– Свет, выдвигайся у нас в мэры! – заявила мне сестра, вернувшись с поселкового собрания.
Перед деревенскими жителями выступал с отчетом сначала глава нашей «малой родины», у которого истекает срок полномочий в марте, потом – глава Северного района и главврач ЦРБ. Они рисовали селянам безрадостные перспективы деревень и самого райцентра.
– Сама, Таня, выдвигайся. Ты всю жизнь проработала фельдшером, тебя тут каждая собака знает, а я здесь бываю наездами.
– У меня нет высшего образования, а у тебя есть. За тебя проголосуют влет, тебя еще некоторые здесь помнят как круглую отличницу.
– Вот именно, что некоторые. Ты вчера ставила мне на вид, что я слишком подобострастно приветствую любого в деревне, даже алкаша последнего, бомжа приезжего. Мол, они мизинца нашего не стоят, а я им в глаза заглядываю, первая здороваюсь, чуть ли ни кланяюсь, хоть я старше их и женщина.
– Вот-вот, а станешь мэрихой, по-другому вести себя научишься, барыней будешь плыть по деревне, тебе ручку будут целовать при встрече…
Мы с Таней стебаемся, с горечью понимая, что мы – заложницы в родной деревне, которая стала прибежищем для маргиналов всего района. Людей ответственных можно по пальцам пересчитать, а остальные – «пофигисты», мигрирующие из одной деревни в другую с оравой детей.
Пьющие родители покупают за материнский капитал пустующие дома и продолжают жить на детские пособия. Они гоняют по деревне на разбитых «жигулях» в поисках спиртного, периодически устраивают разборки между собой, а их подросшие дети регулярно обворовывают местный магазин.
Таня второй год на пенсии, медика в ФАПе нет, народ по привычке звонит или идет к ней домой и днем, и ночью, просит помощи.

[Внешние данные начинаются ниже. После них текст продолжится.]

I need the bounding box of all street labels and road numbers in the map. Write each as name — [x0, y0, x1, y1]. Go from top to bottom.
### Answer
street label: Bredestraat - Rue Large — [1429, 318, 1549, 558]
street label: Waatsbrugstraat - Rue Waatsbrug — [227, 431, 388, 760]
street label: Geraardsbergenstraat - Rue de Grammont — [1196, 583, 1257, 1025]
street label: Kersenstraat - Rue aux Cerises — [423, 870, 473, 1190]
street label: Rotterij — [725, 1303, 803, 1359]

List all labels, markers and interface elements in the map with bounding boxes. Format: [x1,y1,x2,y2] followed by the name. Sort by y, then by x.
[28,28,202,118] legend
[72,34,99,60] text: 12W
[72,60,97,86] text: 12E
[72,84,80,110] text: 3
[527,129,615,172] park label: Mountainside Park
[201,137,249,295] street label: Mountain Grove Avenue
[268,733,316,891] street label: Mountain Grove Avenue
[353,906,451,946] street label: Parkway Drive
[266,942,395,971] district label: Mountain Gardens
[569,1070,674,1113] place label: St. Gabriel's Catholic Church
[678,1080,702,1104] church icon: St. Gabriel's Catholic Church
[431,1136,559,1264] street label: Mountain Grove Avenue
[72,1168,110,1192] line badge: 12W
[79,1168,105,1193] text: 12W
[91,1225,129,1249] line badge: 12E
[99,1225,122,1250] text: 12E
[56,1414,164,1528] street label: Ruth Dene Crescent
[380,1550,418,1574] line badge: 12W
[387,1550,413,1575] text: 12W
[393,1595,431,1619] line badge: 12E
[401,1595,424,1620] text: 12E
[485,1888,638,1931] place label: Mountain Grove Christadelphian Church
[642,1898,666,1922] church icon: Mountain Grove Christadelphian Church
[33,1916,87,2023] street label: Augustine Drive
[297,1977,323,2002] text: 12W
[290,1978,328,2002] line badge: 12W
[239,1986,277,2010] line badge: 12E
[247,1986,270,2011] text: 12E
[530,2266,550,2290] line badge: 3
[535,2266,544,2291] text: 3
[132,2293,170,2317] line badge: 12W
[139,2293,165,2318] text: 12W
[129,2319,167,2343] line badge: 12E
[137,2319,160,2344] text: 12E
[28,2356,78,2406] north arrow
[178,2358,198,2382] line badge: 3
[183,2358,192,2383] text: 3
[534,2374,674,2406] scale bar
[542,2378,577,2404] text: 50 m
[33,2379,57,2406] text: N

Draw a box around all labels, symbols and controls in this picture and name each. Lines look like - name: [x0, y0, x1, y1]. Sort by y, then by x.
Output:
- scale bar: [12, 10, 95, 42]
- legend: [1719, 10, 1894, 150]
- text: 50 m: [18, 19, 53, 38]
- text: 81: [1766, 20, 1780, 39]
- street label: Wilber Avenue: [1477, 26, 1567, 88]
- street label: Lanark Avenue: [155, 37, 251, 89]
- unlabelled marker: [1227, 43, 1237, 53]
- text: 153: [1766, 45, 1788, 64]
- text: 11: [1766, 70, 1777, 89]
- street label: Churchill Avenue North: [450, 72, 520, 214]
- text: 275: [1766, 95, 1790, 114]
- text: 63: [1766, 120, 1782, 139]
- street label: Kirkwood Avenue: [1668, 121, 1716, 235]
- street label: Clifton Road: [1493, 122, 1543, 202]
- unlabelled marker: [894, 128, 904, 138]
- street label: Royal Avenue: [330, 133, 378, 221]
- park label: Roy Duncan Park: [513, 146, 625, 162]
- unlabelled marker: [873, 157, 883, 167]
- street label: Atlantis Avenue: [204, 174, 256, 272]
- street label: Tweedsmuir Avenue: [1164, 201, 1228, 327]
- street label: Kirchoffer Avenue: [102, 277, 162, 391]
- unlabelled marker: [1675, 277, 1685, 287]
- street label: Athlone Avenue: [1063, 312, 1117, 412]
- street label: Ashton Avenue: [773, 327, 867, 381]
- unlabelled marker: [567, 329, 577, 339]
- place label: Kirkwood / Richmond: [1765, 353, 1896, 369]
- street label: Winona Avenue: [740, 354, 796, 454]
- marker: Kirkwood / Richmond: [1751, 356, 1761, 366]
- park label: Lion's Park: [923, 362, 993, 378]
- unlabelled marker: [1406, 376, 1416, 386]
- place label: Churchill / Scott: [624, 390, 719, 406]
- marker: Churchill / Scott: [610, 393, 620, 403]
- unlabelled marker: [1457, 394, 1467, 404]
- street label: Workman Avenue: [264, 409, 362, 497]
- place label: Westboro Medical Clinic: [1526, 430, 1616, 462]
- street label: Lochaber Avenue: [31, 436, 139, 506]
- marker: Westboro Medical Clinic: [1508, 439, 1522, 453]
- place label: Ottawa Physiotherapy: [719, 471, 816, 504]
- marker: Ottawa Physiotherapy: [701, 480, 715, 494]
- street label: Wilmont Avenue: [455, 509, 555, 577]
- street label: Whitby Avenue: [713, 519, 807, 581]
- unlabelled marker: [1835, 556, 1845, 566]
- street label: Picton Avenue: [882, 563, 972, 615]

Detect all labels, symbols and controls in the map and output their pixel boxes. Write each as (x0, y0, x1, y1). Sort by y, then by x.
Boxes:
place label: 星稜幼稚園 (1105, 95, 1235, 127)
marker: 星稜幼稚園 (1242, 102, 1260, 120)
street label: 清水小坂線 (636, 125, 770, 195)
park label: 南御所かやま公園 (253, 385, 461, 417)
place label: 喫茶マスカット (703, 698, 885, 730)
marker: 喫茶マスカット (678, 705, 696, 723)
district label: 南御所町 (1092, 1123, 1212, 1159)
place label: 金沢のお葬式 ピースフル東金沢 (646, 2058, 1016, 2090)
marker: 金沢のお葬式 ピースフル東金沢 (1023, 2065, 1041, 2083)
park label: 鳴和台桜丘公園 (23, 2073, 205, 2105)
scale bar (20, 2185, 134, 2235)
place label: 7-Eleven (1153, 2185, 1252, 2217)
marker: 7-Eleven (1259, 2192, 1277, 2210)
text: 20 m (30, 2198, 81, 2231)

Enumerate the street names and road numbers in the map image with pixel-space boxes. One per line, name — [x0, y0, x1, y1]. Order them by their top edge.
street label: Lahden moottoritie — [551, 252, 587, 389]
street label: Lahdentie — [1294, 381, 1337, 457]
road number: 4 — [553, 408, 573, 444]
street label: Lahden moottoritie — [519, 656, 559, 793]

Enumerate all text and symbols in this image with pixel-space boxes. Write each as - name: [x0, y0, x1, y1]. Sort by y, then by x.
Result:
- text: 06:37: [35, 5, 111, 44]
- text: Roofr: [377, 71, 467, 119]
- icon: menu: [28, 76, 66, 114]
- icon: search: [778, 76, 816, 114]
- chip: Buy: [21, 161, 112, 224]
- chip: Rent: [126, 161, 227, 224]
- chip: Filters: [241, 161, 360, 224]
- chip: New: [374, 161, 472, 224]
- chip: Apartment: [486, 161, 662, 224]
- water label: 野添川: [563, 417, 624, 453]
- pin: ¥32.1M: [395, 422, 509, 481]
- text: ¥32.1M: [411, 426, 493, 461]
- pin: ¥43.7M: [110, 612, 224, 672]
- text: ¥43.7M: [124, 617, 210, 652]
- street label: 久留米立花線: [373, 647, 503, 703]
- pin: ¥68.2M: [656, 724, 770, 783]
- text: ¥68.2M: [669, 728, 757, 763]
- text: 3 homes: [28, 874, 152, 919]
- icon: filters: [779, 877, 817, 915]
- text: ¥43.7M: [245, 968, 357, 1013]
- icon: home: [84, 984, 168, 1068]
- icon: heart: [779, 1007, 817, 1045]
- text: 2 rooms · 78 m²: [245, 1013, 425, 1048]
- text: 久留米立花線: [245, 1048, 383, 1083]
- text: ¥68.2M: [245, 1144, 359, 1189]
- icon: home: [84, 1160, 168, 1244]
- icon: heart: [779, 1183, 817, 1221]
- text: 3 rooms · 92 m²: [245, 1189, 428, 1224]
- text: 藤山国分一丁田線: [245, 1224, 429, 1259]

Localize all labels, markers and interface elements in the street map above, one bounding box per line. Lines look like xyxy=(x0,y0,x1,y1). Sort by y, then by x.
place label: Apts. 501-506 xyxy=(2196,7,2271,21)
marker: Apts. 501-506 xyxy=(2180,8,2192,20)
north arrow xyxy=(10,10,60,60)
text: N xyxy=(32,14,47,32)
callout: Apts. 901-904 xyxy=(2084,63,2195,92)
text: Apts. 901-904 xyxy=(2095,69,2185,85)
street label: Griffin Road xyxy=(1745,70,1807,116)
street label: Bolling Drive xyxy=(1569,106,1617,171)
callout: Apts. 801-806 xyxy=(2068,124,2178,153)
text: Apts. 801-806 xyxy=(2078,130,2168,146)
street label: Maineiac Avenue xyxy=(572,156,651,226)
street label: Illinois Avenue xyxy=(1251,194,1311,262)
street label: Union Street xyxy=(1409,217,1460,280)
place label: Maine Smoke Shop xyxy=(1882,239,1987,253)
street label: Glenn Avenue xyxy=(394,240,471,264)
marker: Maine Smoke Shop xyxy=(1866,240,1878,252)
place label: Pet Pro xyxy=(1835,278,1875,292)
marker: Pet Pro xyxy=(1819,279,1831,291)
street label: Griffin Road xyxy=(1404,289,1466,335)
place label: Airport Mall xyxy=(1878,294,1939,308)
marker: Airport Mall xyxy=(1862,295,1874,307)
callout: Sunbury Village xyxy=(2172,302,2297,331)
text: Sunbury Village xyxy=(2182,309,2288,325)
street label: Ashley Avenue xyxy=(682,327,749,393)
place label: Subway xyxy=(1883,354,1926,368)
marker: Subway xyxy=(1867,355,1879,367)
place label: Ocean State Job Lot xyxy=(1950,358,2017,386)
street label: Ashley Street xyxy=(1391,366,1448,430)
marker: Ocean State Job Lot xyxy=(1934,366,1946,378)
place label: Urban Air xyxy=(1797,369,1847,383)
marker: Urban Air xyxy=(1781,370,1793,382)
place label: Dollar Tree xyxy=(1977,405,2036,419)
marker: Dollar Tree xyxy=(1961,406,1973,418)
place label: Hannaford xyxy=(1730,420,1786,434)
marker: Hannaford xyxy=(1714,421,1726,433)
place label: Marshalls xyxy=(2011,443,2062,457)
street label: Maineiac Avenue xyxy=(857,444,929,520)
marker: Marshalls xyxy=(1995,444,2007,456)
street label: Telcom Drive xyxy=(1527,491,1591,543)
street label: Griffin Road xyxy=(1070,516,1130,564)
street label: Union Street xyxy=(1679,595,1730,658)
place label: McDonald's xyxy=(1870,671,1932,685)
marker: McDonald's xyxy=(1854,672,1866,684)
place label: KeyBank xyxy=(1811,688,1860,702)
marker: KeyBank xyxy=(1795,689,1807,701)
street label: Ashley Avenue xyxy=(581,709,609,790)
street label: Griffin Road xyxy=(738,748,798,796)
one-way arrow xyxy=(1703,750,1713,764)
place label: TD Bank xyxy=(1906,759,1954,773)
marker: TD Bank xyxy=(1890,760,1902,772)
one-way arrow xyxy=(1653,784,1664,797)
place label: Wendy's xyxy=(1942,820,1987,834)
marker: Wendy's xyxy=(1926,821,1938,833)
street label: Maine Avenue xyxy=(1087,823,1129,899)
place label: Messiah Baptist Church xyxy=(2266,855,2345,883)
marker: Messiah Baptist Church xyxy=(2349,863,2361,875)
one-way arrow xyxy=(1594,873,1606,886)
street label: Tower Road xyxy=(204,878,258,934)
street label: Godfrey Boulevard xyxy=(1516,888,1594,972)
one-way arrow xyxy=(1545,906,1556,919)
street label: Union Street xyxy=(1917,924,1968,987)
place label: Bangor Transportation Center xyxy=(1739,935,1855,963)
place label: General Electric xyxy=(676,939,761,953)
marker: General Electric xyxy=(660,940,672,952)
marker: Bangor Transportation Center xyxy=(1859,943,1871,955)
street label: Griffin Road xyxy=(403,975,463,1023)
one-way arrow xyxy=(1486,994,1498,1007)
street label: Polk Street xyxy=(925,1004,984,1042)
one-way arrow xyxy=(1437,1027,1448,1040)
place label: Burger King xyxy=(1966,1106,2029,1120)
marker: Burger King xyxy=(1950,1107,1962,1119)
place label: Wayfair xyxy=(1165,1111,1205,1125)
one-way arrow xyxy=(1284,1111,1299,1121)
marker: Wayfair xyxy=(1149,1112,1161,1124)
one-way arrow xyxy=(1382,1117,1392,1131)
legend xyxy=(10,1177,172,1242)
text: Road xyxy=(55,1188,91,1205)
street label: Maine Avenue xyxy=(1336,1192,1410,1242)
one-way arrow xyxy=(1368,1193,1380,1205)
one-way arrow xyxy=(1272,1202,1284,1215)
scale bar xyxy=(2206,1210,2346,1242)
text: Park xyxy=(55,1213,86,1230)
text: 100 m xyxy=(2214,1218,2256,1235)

Таня спит и видит, как они с мужем перебираются в райцентр, и она, наконец-то, начинает жить спокойно, без вызовов к порезанным, побитым, температурящим односельчанам…
Диагноз нашей деревне мы с Таней уже поставили давно. Она угасает через пассивную эвтаназию, т. е. когда никто уже не берется ни лечить, ни реанимировать подопечного – слишком все запущено.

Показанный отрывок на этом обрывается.